[Start of section]

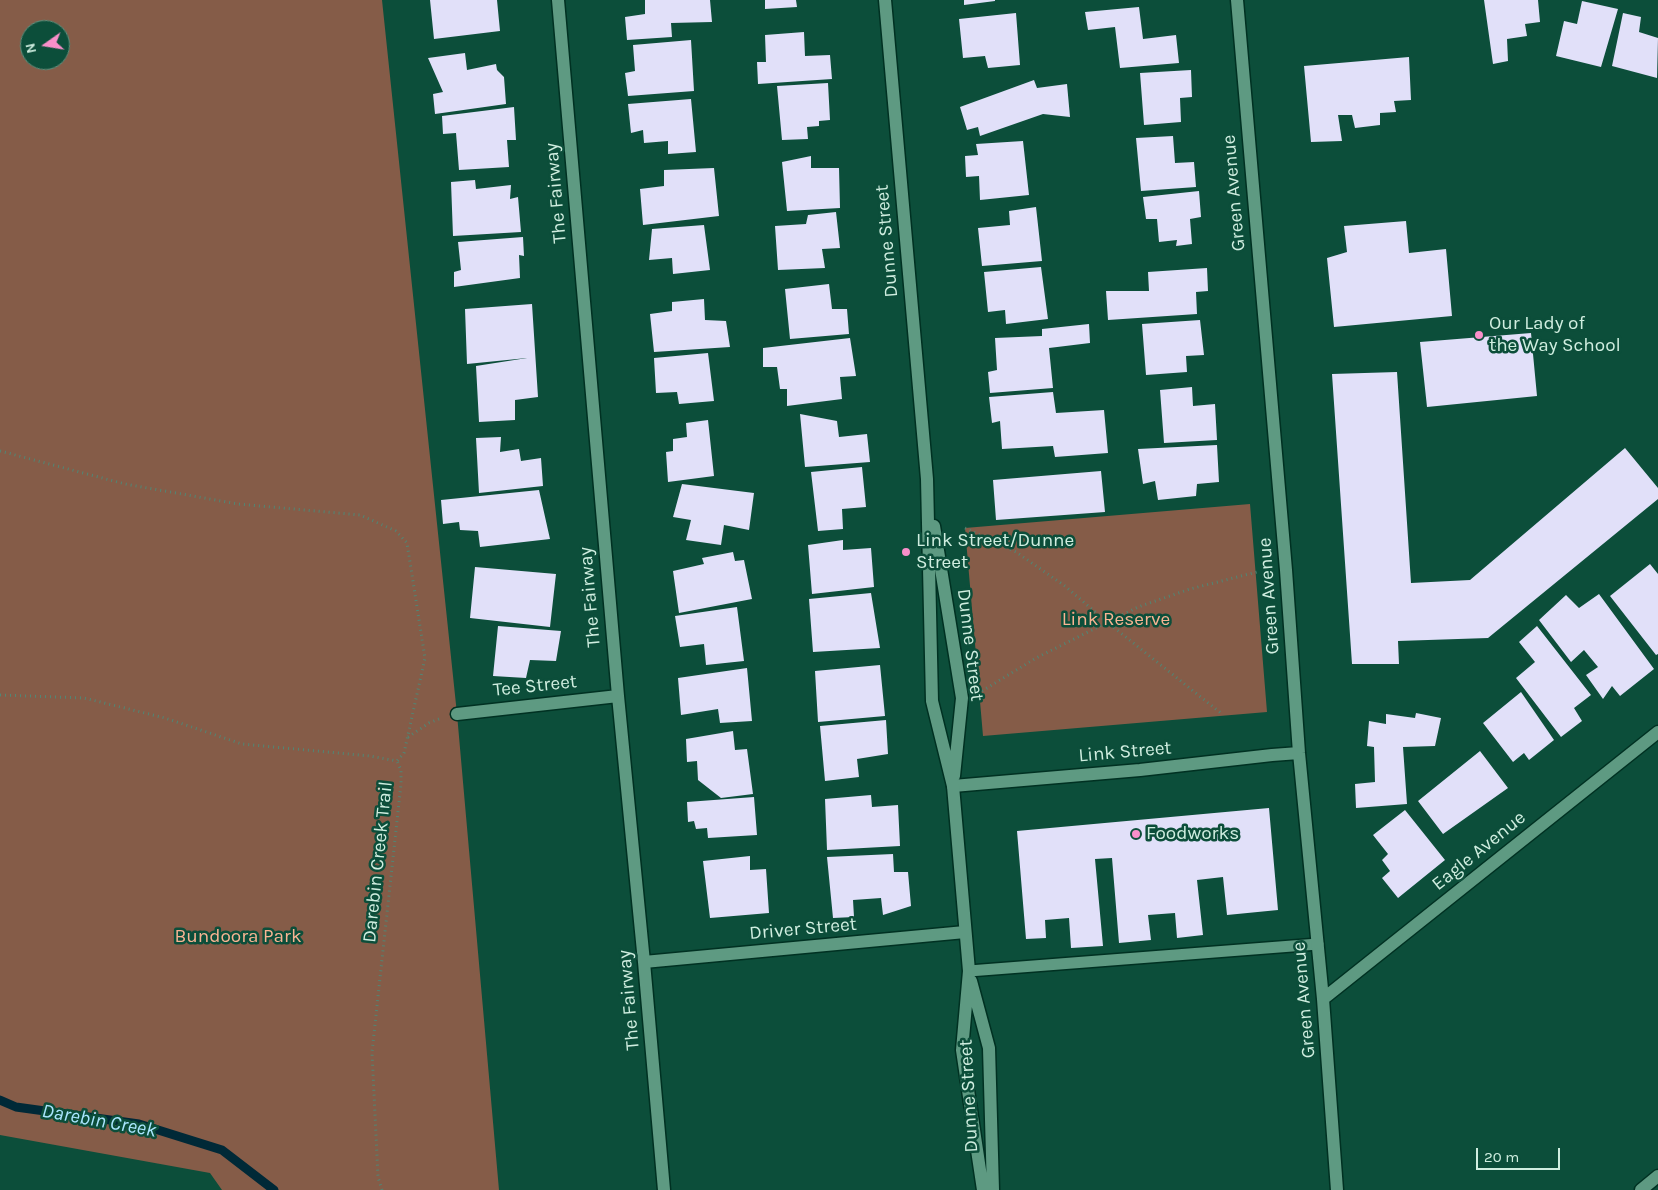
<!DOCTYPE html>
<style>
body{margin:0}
#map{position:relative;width:1658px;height:1190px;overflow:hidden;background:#0c4e3a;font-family:Karla,sans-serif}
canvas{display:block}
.north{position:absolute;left:20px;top:20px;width:50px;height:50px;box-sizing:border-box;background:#0c4e3a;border:1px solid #5a8e7c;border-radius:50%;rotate:257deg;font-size:14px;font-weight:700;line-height:20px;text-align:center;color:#d0eee0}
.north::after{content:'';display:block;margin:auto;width:18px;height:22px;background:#f98fca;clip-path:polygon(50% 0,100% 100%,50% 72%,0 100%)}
.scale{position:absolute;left:1476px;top:1148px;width:84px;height:22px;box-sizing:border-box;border:2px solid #d0eee0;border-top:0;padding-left:6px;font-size:15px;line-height:18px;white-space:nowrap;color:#d0eee0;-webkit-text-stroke:4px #0c4e3a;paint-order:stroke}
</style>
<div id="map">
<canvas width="1658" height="1190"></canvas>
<div class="north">N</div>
<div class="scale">20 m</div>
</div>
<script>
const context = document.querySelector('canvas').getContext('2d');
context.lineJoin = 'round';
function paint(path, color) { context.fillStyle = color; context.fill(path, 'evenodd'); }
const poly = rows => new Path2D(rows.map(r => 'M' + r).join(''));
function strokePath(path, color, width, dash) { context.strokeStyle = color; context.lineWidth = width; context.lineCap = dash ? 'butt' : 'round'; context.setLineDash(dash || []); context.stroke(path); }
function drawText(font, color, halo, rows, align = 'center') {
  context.font = font + ' Karla,sans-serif'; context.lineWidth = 5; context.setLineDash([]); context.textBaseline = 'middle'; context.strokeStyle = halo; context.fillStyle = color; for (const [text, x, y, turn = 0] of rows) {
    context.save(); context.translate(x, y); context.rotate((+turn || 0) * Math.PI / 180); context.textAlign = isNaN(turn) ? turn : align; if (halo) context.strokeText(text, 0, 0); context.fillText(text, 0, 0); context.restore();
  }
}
paint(poly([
 [0,0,382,0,457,714,499,1190,222,1190,210,1173,0,1135],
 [30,30,60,30,60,60,30,60],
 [1250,504,1267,712,983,736,965,528]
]), '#855c48');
strokePath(poly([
 [0,1100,16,1107,139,1124,222,1150,274,1190]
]), '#002937', 9);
paint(poly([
 [430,0,497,0,500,31,434,39],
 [645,0,710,0,712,22,671,23,672,37,627,40,625,17,645,14],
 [765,0,796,0,797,7,765,9],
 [964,0,995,0,995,1,964,5],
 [1484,0,1538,0,1540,22,1525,24,1527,36,1507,39,1508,61,1493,64],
 [1582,1,1618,9,1601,67,1556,56,1564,21,1577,24],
 [1139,7,1143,39,1176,35,1179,63,1120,68,1115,27,1088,30,1085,12],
 [1016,13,1020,65,988,68,985,56,963,58,959,19],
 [1623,13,1641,17,1639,32,1658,38,1657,78,1612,66],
 [804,32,805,56,830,55,832,79,758,84,757,62,766,62,765,35],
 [691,40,694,91,628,96,625,73,635,71,633,45],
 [465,53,467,70,496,64,497,70,504,77,506,104,435,114,433,94,443,92,428,58],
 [1409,57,1411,100,1394,101,1396,112,1380,113,1380,125,1355,128,1352,115,1338,115,1342,141,1311,142,1304,66],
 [1191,70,1192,97,1180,98,1181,122,1144,125,1140,73],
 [1034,80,1037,88,1067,84,1070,117,1043,114,980,136,978,127,967,130,960,107],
 [828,83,830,120,819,121,819,126,807,127,808,139,782,140,777,86],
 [691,99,696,152,668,154,668,141,644,143,643,130,631,133,628,104],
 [514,107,516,140,507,140,509,167,459,170,456,133,443,134,442,116],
 [1173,136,1175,163,1194,162,1196,187,1141,191,1136,138],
 [1023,141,1029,195,980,200,979,176,966,177,965,156,978,155,976,144],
 [811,156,811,168,839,168,840,208,787,211,782,162],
 [714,168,719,216,643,225,640,189,664,186,664,170],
 [475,180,476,189,511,185,510,199,518,197,521,232,453,236,451,182],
 [1199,191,1201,217,1190,219,1192,244,1176,246,1177,240,1159,242,1157,219,1146,219,1143,197],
 [1036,207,1042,261,982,266,978,228,1010,225,1009,211],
 [836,212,840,248,822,249,825,268,778,270,775,226,806,224,808,215],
 [1406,221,1409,253,1446,249,1452,316,1334,327,1327,258,1347,252,1344,226],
 [704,225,710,270,673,274,672,258,649,260,652,229],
 [523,237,524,256,519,255,520,278,454,287,454,272,461,270,458,242],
 [1041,267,1048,319,1006,324,1005,310,988,312,984,272],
 [1207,268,1208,291,1196,292,1197,314,1108,320,1106,291,1149,291,1148,272],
 [829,284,832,309,847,309,849,334,790,339,785,289],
 [704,299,705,320,726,321,730,347,654,352,650,314,672,311,672,302],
 [532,304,538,397,515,400,515,420,479,422,476,366,527,358,467,364,465,309],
 [1200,320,1204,355,1186,356,1187,372,1146,375,1142,324],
 [1089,324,1090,343,1049,348,1053,388,990,393,988,372,997,370,995,338,1042,336,1042,329],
 [1531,333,1537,396,1427,407,1420,342],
 [850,338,856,376,840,377,842,399,787,406,787,389,780,389,777,367,763,367,763,348],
 [708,353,714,401,679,404,677,392,656,393,654,358],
 [1397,372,1411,583,1470,580,1625,448,1658,488,1658,499,1488,638,1398,641,1399,664,1352,664,1332,374],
 [1192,387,1193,406,1215,404,1217,440,1164,443,1160,390],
 [1053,392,1056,413,1104,410,1108,453,1055,457,1053,446,1002,449,1000,421,992,423,989,397],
 [800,414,837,421,839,437,867,434,870,462,805,467],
 [708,420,714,476,668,482,666,452,673,451,673,439,687,437,686,423],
 [501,437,500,452,519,449,521,461,541,458,543,486,479,493,476,438],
 [1217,445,1219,482,1197,484,1196,496,1158,500,1155,481,1143,484,1138,449],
 [862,467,866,507,842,509,843,529,818,531,811,472],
 [1101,471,1105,512,996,520,993,480],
 [682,484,754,493,749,530,724,525,721,545,686,540,691,520,673,517],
 [539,490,550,539,480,547,478,531,460,530,459,522,443,524,441,500],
 [843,540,843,550,871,548,874,587,812,594,808,545],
 [733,552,735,561,744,560,752,599,679,613,673,571,704,564,702,558],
 [1650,564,1658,574,1658,654,1656,655,1610,596],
 [475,567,556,574,550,627,470,618],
 [871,593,880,648,813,652,809,599],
 [1599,594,1654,669,1620,696,1612,686,1603,699,1586,675,1598,667,1584,650,1571,662,1539,620,1566,595,1579,608],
 [737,607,744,661,706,665,704,644,680,647,675,616],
 [498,626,561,631,556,661,530,660,526,678,493,676],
 [1537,626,1591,695,1574,708,1582,721,1561,737,1516,678,1535,662,1519,642],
 [880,665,885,716,818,722,815,671],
 [747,668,752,721,720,723,718,709,681,715,678,678],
 [1521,692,1554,740,1529,760,1524,753,1513,762,1483,723],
 [1416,713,1441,718,1435,746,1403,747,1407,804,1356,808,1355,784,1375,782,1374,747,1367,746,1369,721,1386,724,1386,714,1415,718],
 [886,720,888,754,857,759,859,777,825,781,820,726],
 [733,731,735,750,747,749,753,794,721,798,698,780,697,761,687,762,686,739],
 [1480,751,1508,788,1443,834,1418,801],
 [871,795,872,807,898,805,900,846,827,850,825,799],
 [754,797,757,835,708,838,707,828,696,829,694,821,688,822,687,802],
 [1269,808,1278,910,1227,915,1223,877,1197,880,1203,935,1177,938,1175,913,1148,915,1151,940,1119,943,1112,858,1095,859,1103,946,1071,948,1069,918,1045,920,1046,938,1026,939,1017,831],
 [1405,810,1445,860,1398,898,1382,878,1390,871,1382,860,1388,854,1373,835],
 [893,854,894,872,908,872,911,906,883,915,881,898,853,900,854,917,833,918,827,857],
 [750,856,750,870,766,869,769,913,710,918,703,861]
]), '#e1e0f9');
const service = poly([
 [969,971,1318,944]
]);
const minor = poly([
 [558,0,618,696,644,962,664,1190],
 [1237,0,1286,570,1299,753,1323,999,1337,1190],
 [457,714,618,696],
 [953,786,1140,770,1272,755,1299,753],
 [644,962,965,932],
 [1323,999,1658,732],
 [1641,1190,1658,1176]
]);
const secondary = poly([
 [885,0,927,479,932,701,953,786,969,971,962,1050,983,1190],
 [934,526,962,698,954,776],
 [971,981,989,1048,993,1190]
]);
strokePath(service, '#003122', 14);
strokePath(minor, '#003122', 15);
strokePath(secondary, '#003122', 15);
strokePath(poly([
 [0,451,125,484,238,504,360,515,396,531,407,543,425,658,404,753,397,761],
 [965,528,1016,552,1065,586,1107,622,1222,714],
 [982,691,1036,658,1138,607,1190,589,1257,572],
 [0,695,84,698,165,718,242,744,370,756,397,761],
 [408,737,429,723,439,719],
 [382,1190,378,1177,372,1052,401,784,401,770,397,761]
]), '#518674', 3, [1, 4]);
strokePath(service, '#5e9a82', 11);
strokePath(minor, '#5e9a82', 12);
strokePath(secondary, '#5e9a82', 12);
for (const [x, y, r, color] of [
 [1479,335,5,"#f98fca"],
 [906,552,5,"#f98fca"],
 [1136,834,5,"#f98fca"]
]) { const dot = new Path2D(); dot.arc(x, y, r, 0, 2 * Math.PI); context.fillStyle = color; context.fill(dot); strokePath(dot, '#0c4e3a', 2); }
drawText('19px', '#d0eee0', '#0c4e3a', [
 ["The Fairway",556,193,-95],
 ["Green Avenue",1234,193,-95],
 ["Dunne Street",887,241,-95],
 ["Green Avenue",1269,596,-94],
 ["The Fairway",590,597,-95],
 ["Dunne Street",970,645,83],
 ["Tee Street",535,686,-6],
 ["Link Street",1125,752,-5],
 ["Eagle Avenue",1479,851,-39],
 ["Darebin Creek Trail",378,862,-84],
 ["Driver Street",803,929,-5],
 ["The Fairway",629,1000,-95],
 ["Green Avenue",1304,1000,-95],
 ["Dunne Street",969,1096,-93]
]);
drawText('19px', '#d0eee0', '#0c4e3a', [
 ["Our Lady of",1489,324],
 ["the Way School",1489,346],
 ["Link Street/Dunne",916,541],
 ["Street",916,563],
 ["Foodworks",1146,834]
], 'left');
drawText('19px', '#f9b493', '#0c4e3a', [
 ["Link Reserve",1116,620],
 ["Bundoora Park",238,937]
]);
drawText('italic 20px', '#abe6ff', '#0c4e3a', [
 ["Darebin Creek",99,1121,10]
]);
</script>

[End of section]

■ **TASK DIRECTIONS**
The answer should contain only the lines from the beginning of the material above through the line with "function drawText(font, color, halo, rows, align", retyped exactly, with the pictures removed.

■ **ANSWER SECTION**
<!DOCTYPE html>
<style>
body{margin:0}
#map{position:relative;width:1658px;height:1190px;overflow:hidden;background:#0c4e3a;font-family:Karla,sans-serif}
canvas{display:block}
.north{position:absolute;left:20px;top:20px;width:50px;height:50px;box-sizing:border-box;background:#0c4e3a;border:1px solid #5a8e7c;border-radius:50%;rotate:257deg;font-size:14px;font-weight:700;line-height:20px;text-align:center;color:#d0eee0}
.north::after{content:'';display:block;margin:auto;width:18px;height:22px;background:#f98fca;clip-path:polygon(50% 0,100% 100%,50% 72%,0 100%)}
.scale{position:absolute;left:1476px;top:1148px;width:84px;height:22px;box-sizing:border-box;border:2px solid #d0eee0;border-top:0;padding-left:6px;font-size:15px;line-height:18px;white-space:nowrap;color:#d0eee0;-webkit-text-stroke:4px #0c4e3a;paint-order:stroke}
</style>
<div id="map">
<canvas width="1658" height="1190"></canvas>
<div class="north">N</div>
<div class="scale">20 m</div>
</div>
<script>
const context = document.querySelector('canvas').getContext('2d');
context.lineJoin = 'round';
function paint(path, color) { context.fillStyle = color; context.fill(path, 'evenodd'); }
const poly = rows => new Path2D(rows.map(r => 'M' + r).join(''));
function strokePath(path, color, width, dash) { context.strokeStyle = color; context.lineWidth = width; context.lineCap = dash ? 'butt' : 'round'; context.setLineDash(dash || []); context.stroke(path); }
function drawText(font, color, halo, rows, align = 'center') {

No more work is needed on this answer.